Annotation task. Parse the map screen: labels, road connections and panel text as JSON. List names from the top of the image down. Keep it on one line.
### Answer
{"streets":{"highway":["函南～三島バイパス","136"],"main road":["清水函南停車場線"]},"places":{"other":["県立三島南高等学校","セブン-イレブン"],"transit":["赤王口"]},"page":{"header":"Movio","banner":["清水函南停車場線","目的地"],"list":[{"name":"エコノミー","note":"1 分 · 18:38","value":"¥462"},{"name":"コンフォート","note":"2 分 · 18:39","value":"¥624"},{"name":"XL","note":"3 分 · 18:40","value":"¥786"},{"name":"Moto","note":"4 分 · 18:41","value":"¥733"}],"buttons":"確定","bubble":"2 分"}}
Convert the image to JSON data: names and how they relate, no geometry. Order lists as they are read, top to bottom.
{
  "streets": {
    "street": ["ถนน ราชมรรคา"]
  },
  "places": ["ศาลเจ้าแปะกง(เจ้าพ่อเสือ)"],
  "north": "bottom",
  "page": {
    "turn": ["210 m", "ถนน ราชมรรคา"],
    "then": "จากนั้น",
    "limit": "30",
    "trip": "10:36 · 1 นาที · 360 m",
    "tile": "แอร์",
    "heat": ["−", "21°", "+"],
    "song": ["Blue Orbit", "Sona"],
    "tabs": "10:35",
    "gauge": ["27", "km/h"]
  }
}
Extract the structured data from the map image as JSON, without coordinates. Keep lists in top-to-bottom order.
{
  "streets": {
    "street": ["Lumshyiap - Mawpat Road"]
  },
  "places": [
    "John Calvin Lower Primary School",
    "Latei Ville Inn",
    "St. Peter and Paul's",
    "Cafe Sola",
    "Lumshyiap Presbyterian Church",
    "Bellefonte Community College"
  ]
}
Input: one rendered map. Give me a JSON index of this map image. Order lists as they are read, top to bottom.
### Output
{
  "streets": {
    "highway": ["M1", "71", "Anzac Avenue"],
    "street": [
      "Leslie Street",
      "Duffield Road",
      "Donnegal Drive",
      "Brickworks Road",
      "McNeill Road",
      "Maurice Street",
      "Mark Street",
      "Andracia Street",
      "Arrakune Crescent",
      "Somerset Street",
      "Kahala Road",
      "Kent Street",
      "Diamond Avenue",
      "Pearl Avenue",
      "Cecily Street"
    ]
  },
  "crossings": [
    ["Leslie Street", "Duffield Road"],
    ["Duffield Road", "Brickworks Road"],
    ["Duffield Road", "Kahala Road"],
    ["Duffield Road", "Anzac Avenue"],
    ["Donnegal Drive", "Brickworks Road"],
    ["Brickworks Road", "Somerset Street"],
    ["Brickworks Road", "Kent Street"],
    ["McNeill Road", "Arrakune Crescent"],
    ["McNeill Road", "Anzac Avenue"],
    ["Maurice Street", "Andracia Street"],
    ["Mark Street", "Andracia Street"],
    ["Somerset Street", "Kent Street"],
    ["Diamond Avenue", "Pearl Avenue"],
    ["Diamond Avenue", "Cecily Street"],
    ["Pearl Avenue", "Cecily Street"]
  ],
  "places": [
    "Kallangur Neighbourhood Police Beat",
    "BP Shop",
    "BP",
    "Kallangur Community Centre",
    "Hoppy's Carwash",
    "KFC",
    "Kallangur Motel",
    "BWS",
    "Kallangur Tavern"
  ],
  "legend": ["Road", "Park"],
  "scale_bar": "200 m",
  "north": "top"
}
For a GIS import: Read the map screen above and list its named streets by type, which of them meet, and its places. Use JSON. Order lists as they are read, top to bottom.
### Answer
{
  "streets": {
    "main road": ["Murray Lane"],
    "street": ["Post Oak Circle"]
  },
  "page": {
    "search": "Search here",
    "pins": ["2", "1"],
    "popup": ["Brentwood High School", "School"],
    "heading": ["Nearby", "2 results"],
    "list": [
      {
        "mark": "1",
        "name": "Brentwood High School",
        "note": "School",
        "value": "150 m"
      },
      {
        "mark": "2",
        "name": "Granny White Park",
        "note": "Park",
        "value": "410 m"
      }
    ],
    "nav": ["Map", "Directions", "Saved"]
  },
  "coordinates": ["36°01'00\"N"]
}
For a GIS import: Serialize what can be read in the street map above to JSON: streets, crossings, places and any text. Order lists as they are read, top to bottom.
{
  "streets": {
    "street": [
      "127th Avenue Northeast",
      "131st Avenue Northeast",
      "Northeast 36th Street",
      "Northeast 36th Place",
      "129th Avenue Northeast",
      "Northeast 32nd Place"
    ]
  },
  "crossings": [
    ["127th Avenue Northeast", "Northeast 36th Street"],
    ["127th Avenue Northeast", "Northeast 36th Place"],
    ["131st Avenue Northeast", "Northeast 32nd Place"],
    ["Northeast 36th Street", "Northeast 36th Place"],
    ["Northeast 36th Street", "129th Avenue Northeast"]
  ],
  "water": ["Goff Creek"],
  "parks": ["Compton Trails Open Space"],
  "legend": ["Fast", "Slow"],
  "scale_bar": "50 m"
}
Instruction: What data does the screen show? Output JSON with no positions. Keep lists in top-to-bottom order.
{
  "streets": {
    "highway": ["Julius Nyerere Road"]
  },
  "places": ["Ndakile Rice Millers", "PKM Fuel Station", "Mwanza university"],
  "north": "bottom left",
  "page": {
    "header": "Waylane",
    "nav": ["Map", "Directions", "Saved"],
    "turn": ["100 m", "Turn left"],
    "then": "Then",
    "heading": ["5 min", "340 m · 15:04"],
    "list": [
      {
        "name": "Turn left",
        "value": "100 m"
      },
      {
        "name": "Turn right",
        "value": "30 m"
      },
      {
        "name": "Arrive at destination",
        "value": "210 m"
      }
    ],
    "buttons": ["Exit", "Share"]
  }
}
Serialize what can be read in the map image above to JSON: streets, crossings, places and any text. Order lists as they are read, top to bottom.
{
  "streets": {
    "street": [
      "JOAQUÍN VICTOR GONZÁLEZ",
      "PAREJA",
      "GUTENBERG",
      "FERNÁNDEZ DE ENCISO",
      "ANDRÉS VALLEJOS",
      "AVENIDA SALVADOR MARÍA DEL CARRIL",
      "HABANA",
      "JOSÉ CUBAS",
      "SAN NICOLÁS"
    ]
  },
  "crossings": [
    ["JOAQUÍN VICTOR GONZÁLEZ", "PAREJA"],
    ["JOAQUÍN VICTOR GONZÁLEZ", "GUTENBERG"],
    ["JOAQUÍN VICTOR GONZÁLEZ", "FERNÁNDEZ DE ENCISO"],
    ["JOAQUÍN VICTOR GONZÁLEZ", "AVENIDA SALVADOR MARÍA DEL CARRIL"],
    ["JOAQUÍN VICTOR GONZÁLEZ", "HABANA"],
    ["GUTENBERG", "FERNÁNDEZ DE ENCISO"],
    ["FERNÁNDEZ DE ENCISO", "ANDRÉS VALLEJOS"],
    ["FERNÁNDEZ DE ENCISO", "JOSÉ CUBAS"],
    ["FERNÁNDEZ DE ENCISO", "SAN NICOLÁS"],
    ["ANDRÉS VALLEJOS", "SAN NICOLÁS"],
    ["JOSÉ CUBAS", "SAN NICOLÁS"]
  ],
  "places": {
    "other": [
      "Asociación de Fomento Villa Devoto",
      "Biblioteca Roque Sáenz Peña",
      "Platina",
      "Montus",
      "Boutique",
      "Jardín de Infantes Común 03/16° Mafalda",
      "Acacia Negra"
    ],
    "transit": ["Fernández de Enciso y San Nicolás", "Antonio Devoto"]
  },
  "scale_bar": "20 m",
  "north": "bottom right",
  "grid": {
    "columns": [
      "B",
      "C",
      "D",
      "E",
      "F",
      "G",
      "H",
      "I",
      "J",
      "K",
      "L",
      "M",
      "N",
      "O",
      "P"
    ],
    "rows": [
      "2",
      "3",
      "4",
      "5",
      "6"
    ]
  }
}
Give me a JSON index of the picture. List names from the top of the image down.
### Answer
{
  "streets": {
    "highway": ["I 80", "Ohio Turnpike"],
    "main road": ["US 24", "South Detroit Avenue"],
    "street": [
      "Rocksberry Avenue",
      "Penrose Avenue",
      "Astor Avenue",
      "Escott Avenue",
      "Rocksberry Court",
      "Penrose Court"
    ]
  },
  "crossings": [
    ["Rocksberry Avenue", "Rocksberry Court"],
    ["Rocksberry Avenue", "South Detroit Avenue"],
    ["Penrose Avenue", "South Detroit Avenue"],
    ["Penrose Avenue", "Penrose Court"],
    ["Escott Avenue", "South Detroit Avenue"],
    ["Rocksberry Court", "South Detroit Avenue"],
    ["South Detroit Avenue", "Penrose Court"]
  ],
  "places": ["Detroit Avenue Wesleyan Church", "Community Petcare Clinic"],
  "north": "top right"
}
----
Return every line from the records above that holds the word "down".

Annotation task. Parse the map screen: labels, road connections and panel text as JSON. List names from the top of the image down. Keep it on one line.
Give me a JSON index of the picture. List names from the top of the image down.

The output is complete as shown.